En 1979, un tournant moins heureux celui-là s'amorça pour la ganaderia. Raoul Pabon venait de décéder. Adèle Pabon qui avait eu le cran de monter une ganaderia à 56 ans, qui avait eu l'audace de s'insérer dans un monde d'hommes difficile, et qui avait réussi à la force du poignet à hisser sa ganaderia tout en haut de l'affiche, décida de tout arrêter. A quoi bon… son fils n'était plus là. Mais les chênes ne s'abattent pas ainsi, et les plus rudes tempêtes ont parfois du mal à déraciner les troncs les plus solides. Pour Adèle Pabon, si les courses étaient désormais terminées, il n'était pas question de vendre sa ganaderia. Non seulement elle ne vendit pas, mais elle continua à entretenir les propriétés, à acheter du bétail…
En 1986, à 90 ans passés, bon pied bon œil, on la vit partir en Camargue avec son dernier fils André Pabon acheter un lot de vaches. Mais pourquoi donc ? « Je prêterai à ceux qui en ont besoin, disait-elle, mais je ne vendrai pas ». Prêter... pour quelqu'un qui avait le sens des affaires, c'était montrer aussi son côté humaniste ; et c'est sans doute pour cela, elle qui savait ce que sacrifices et souffrances veulent dire, qu'elle s'investit autant dans la Mutuelle des Toreros. Et en temps que commissaire aux comptes, elle s'acquitta parfaitement de sa fonction. A la ganaderia, André Pabon était à ses côtés pour assurer son bon fonctionnement.
Aujourd'hui, après leur disparition, les terres ont été rachetées et les ganaderias de la Dal et de l'Armagnacaise ont remplacé celle d' Adèle et de Raoul Pabon.
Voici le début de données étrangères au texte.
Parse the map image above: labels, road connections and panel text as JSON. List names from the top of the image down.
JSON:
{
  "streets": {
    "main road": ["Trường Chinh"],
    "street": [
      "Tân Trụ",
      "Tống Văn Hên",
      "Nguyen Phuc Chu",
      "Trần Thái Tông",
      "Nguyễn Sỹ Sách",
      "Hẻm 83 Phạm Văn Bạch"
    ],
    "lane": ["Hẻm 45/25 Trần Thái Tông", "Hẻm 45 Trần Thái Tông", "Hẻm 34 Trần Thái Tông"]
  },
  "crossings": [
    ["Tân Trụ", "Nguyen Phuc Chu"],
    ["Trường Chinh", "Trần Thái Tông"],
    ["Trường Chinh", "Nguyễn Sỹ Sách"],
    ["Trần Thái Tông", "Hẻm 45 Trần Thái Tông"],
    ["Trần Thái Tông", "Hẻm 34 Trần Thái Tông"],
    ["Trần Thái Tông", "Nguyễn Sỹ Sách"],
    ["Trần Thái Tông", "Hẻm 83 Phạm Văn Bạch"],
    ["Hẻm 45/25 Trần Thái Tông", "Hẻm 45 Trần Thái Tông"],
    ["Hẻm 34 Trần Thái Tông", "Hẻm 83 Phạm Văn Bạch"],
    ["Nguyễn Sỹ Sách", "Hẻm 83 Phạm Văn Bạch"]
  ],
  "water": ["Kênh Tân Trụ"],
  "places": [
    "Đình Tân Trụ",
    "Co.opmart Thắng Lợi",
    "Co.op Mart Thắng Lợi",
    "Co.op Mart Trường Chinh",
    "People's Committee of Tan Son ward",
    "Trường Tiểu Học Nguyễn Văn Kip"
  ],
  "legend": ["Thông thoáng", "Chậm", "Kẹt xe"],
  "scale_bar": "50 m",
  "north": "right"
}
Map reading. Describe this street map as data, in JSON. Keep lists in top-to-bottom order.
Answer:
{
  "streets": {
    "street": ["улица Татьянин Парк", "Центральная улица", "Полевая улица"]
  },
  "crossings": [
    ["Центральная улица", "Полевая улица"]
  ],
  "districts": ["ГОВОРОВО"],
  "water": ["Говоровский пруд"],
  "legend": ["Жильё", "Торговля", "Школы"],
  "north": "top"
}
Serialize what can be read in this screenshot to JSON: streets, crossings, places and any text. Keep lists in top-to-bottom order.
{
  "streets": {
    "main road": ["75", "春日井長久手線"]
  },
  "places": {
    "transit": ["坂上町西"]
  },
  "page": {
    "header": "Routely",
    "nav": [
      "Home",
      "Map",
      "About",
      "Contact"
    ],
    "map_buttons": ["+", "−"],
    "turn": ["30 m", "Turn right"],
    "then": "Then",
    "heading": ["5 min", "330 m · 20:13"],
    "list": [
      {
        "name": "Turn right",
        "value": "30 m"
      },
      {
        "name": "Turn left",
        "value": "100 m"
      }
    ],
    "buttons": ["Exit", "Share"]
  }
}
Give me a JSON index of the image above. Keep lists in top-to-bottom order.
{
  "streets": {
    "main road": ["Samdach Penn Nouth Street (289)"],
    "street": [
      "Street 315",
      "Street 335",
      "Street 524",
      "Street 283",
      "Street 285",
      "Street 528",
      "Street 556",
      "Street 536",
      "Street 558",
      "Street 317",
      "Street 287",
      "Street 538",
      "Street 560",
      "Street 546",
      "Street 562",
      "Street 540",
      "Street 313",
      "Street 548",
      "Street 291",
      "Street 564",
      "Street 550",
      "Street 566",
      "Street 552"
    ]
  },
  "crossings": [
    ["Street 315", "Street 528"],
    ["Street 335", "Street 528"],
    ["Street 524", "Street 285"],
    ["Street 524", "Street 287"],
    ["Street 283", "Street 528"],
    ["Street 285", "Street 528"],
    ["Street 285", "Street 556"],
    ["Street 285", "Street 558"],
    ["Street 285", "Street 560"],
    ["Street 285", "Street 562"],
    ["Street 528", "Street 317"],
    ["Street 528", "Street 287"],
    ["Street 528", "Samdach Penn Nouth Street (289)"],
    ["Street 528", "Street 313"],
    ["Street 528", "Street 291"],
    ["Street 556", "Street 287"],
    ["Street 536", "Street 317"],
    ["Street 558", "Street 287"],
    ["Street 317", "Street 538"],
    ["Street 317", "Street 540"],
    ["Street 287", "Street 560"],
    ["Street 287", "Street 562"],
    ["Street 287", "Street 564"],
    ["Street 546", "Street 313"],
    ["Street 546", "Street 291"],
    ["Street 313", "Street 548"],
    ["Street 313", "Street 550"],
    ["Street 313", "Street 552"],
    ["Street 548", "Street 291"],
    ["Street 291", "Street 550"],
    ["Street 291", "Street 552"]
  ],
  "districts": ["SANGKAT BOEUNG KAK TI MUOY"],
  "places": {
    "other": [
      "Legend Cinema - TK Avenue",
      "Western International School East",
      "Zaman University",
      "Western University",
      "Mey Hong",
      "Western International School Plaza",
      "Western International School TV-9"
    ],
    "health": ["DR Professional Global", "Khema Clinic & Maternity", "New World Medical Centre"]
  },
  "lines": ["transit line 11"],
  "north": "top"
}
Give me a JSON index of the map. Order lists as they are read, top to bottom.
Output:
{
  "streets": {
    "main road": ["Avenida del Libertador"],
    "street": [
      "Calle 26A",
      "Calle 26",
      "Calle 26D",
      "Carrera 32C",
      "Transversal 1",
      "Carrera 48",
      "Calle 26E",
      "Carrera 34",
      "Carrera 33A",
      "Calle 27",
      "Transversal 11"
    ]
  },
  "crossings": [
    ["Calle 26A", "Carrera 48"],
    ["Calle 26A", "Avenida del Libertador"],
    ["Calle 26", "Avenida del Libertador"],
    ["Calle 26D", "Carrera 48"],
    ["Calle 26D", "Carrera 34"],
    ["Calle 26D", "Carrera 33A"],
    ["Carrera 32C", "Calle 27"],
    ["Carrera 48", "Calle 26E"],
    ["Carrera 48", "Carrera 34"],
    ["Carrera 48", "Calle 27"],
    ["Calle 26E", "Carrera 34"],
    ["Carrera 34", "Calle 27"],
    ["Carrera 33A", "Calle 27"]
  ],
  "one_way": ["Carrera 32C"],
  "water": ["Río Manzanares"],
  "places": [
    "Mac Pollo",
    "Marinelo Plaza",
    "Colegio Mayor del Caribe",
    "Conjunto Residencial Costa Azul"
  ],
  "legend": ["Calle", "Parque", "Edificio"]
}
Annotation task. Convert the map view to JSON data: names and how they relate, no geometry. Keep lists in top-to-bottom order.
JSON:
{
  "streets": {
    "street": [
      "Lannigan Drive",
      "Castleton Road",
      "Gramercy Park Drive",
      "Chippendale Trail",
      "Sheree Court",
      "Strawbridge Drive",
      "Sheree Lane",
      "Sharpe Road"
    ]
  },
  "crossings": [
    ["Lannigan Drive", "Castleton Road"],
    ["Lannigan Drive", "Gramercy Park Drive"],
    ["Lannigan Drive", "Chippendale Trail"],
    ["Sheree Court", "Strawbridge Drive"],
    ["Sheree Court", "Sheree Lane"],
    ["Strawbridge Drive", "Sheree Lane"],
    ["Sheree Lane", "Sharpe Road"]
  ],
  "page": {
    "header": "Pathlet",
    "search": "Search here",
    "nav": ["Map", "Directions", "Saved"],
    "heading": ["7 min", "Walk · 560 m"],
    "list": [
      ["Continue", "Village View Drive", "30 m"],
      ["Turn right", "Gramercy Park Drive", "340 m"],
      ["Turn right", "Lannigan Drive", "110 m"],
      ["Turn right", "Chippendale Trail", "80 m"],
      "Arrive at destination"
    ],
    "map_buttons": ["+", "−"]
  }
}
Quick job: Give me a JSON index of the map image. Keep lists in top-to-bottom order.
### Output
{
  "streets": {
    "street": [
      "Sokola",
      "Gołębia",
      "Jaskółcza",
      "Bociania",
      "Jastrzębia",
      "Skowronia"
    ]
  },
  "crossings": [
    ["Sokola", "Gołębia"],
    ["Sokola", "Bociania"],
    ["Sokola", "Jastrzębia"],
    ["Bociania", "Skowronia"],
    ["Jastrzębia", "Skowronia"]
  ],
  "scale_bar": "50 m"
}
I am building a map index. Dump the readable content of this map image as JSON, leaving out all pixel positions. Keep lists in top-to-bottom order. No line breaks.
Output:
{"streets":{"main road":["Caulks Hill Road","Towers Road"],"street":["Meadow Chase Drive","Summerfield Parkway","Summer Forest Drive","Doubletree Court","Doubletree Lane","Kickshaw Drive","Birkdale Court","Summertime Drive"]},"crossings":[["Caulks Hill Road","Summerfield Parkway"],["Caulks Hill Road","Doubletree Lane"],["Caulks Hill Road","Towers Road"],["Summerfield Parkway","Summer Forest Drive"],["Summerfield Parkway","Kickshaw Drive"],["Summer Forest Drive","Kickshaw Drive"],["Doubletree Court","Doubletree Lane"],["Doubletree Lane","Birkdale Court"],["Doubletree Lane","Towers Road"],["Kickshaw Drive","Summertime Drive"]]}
En 1985 le ministre de la jeunesse et des sports Alain Calmat décerna à Adèle Pabon-Labeyrie la médaille d'or de la jeunesse et des sports pour son action en faveur de la course landaise, médaille qui lui fut remise au nouveau siège de la fédération. Une récompense amplement méritée pour cette dame qui a donné sa vie à la course landaise.